(Stored dataset items)
⁂

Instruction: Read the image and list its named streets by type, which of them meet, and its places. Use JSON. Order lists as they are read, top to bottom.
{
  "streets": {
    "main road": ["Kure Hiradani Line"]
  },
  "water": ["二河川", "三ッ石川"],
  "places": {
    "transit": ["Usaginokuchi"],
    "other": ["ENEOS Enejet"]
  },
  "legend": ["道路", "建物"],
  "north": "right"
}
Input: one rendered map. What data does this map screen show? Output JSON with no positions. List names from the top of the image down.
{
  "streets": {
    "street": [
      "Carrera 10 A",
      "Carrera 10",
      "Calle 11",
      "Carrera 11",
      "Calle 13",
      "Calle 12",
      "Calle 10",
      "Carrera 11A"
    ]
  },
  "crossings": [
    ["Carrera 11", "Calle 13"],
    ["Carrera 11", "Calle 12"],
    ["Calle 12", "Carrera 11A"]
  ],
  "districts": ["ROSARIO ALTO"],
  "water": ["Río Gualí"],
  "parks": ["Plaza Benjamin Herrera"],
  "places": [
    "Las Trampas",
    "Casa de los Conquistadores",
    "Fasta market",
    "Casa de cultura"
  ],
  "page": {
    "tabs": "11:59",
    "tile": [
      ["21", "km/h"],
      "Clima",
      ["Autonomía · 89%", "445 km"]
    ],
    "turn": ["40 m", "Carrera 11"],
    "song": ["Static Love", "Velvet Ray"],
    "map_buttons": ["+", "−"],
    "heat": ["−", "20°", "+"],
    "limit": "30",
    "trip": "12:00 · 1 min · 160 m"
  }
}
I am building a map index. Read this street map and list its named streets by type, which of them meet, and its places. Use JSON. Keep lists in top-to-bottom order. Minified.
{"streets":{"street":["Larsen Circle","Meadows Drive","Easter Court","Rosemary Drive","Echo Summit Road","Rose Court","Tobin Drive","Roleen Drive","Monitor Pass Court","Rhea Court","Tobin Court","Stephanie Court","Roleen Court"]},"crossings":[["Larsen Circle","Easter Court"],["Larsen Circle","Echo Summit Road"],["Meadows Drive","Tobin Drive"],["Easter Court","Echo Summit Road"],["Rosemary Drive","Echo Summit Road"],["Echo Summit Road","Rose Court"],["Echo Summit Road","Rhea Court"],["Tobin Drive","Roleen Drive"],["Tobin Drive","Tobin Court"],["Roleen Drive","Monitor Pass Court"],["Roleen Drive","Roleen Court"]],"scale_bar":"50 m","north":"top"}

⁂

## Task goal
Without omitting anything, set down all the entries above again.

## Exercise response
Instruction: Read the image and list its named streets by type, which of them meet, and its places. Use JSON. Order lists as they are read, top to bottom.
{
  "streets": {
    "main road": ["Kure Hiradani Line"]
  },
  "water": ["二河川", "三ッ石川"],
  "places": {
    "transit": ["Usaginokuchi"],
    "other": ["ENEOS Enejet"]
  },
  "legend": ["道路", "建物"],
  "north": "right"
}
Input: one rendered map. What data does this map screen show? Output JSON with no positions. List names from the top of the image down.
{
  "streets": {
    "street": [
      "Carrera 10 A",
      "Carrera 10",
      "Calle 11",
      "Carrera 11",
      "Calle 13",
      "Calle 12",
      "Calle 10",
      "Carrera 11A"
    ]
  },
  "crossings": [
    ["Carrera 11", "Calle 13"],
    ["Carrera 11", "Calle 12"],
    ["Calle 12", "Carrera 11A"]
  ],
  "districts": ["ROSARIO ALTO"],
  "water": ["Río Gualí"],
  "parks": ["Plaza Benjamin Herrera"],
  "places": [
    "Las Trampas",
    "Casa de los Conquistadores",
    "Fasta market",
    "Casa de cultura"
  ],
  "page": {
    "tabs": "11:59",
    "tile": [
      ["21", "km/h"],
      "Clima",
      ["Autonomía · 89%", "445 km"]
    ],
    "turn": ["40 m", "Carrera 11"],
    "song": ["Static Love", "Velvet Ray"],
    "map_buttons": ["+", "−"],
    "heat": ["−", "20°", "+"],
    "limit": "30",
    "trip": "12:00 · 1 min · 160 m"
  }
}
I am building a map index. Read this street map and list its named streets by type, which of them meet, and its places. Use JSON. Keep lists in top-to-bottom order. Minified.
{"streets":{"street":["Larsen Circle","Meadows Drive","Easter Court","Rosemary Drive","Echo Summit Road","Rose Court","Tobin Drive","Roleen Drive","Monitor Pass Court","Rhea Court","Tobin Court","Stephanie Court","Roleen Court"]},"crossings":[["Larsen Circle","Easter Court"],["Larsen Circle","Echo Summit Road"],["Meadows Drive","Tobin Drive"],["Easter Court","Echo Summit Road"],["Rosemary Drive","Echo Summit Road"],["Echo Summit Road","Rose Court"],["Echo Summit Road","Rhea Court"],["Tobin Drive","Roleen Drive"],["Tobin Drive","Tobin Court"],["Roleen Drive","Monitor Pass Court"],["Roleen Drive","Roleen Court"]],"scale_bar":"50 m","north":"top"}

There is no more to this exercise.